I like a breakfast of words before I start writing, to have some mental company; this is not, from what I have gathered being among my contemporary writers, common. Montaigne said of Plutarch, “It vexes me that I am so greatly exposed to pillage by those who frequent him. I cannot be with him even a little without taking out a drumstick or a wing.” Here’s the greatness of the man and the reason I can’t be without him. And yet I feel no particular vexation; besides reading him in translation, his essays are so complete and human, so full of contradiction and halitosis, he is copious enough for all my misuse.

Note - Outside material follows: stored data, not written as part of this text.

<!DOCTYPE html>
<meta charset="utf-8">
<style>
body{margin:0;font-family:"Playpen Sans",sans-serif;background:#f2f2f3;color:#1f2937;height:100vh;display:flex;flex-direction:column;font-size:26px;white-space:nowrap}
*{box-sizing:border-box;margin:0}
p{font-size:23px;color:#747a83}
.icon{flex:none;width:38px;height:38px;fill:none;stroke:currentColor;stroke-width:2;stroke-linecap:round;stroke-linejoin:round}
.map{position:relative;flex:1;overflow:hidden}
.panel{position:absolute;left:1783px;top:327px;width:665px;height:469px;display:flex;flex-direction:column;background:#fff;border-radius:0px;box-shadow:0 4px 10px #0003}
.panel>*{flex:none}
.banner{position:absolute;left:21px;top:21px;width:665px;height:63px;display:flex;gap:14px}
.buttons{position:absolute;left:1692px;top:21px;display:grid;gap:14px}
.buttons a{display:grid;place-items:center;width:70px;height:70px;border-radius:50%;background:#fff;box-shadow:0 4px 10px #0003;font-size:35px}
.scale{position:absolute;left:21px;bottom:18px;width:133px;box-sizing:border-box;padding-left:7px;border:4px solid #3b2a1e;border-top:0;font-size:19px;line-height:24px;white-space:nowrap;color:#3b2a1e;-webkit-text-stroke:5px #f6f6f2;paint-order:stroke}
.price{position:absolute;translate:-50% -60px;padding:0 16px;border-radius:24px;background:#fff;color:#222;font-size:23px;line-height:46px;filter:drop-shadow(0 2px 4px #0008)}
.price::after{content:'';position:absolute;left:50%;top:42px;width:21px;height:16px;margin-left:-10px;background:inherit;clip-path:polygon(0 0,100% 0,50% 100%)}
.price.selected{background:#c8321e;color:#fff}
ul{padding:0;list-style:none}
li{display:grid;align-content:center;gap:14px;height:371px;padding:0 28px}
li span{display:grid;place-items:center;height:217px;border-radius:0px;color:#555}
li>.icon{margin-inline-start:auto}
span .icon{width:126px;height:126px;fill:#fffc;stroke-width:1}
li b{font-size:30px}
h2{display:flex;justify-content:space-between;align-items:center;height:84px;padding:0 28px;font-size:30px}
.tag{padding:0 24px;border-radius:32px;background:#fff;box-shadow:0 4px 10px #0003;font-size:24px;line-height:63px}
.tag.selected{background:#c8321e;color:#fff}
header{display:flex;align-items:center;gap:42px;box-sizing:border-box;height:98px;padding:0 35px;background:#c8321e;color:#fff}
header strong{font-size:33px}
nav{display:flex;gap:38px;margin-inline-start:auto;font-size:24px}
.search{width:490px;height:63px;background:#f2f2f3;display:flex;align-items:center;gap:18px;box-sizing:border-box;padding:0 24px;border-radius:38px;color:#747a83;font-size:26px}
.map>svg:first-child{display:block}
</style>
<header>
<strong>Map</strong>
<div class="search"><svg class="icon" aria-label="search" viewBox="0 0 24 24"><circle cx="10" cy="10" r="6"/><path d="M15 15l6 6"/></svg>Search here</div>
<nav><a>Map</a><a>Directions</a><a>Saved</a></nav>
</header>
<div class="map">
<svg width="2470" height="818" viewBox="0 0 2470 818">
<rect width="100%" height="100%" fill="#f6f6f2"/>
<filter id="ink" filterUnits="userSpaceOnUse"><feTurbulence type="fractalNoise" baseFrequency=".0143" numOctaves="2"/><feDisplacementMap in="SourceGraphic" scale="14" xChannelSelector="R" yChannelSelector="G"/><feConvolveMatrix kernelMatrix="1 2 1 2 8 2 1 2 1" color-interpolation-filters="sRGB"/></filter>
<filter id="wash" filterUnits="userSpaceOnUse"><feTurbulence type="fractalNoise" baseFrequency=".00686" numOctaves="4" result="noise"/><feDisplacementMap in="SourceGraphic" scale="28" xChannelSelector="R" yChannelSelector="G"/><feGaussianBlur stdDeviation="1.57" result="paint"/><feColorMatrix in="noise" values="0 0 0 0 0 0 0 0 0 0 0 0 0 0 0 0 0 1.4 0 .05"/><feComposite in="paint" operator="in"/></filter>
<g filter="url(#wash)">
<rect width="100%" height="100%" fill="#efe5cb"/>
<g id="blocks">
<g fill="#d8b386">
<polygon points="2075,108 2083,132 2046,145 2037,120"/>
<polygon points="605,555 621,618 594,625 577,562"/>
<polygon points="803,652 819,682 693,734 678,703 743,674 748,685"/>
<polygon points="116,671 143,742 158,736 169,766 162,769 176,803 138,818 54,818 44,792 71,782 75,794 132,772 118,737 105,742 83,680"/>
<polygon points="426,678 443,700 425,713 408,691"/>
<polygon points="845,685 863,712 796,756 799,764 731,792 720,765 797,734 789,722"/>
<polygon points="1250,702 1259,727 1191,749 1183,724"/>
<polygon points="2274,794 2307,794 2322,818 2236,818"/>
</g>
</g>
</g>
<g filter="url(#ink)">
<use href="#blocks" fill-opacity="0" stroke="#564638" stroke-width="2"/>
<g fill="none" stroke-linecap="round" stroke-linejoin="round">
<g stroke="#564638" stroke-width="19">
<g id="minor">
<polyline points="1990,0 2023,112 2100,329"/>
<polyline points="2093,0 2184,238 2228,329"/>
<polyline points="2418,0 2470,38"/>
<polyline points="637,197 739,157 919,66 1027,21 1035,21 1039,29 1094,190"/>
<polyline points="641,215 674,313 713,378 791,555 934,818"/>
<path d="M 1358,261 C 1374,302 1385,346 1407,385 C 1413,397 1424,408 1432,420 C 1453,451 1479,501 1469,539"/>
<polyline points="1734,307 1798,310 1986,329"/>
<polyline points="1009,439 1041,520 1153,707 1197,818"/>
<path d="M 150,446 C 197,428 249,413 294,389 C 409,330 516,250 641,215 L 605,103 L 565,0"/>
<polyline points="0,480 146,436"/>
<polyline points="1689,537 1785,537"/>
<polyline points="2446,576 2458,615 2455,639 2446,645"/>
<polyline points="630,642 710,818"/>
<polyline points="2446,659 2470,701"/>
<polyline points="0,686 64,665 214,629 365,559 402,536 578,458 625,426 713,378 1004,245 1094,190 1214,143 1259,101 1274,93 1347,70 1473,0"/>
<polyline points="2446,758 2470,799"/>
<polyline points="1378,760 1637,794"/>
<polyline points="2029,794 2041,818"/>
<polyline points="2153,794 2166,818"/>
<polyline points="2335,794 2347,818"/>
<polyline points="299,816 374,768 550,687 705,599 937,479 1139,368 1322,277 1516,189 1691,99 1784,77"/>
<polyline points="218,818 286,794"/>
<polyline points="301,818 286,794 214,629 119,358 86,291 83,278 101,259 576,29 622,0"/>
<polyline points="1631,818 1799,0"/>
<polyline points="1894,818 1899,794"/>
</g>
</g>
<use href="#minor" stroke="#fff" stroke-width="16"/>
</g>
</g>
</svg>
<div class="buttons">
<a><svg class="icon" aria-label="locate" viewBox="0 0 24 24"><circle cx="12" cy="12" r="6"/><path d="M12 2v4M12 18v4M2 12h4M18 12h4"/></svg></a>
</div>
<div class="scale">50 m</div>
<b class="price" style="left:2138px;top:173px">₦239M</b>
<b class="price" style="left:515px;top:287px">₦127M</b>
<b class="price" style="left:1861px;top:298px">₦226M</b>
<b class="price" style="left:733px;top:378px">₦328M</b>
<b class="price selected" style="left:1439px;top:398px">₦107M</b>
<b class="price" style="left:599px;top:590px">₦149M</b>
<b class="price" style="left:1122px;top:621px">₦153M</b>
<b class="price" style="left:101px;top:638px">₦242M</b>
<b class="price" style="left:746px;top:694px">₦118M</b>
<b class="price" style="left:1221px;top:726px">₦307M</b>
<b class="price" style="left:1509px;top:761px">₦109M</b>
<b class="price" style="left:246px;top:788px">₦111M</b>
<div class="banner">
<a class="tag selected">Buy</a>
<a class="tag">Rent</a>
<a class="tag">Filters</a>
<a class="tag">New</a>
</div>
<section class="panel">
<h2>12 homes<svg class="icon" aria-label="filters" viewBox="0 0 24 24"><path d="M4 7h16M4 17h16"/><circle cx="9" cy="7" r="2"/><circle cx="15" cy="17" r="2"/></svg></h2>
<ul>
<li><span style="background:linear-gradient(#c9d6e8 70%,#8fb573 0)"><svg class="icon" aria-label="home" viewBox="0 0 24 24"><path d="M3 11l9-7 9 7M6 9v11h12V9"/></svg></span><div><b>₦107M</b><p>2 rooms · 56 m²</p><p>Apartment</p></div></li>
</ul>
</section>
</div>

He prefers the harmonic to the melodic, and I share that with him: “It is the inattentive reader who loses my subject, not I. Some word about it will always be found off in some corner, which will not fail to be sufficient, though it takes little room.” What is greater than “variation, and more so the more casual and accidental they seem”? Perhaps I emulate Plutarch twice removed, but I can feel myself applying Montaigne’s personal yoke of studying the Romans. I don’t want to study them. Besides I’ve just finished Chapman’s Homer, a monster child of the premodern and ancient. The monsieur from Aquitaine and black coffee for now, thanks.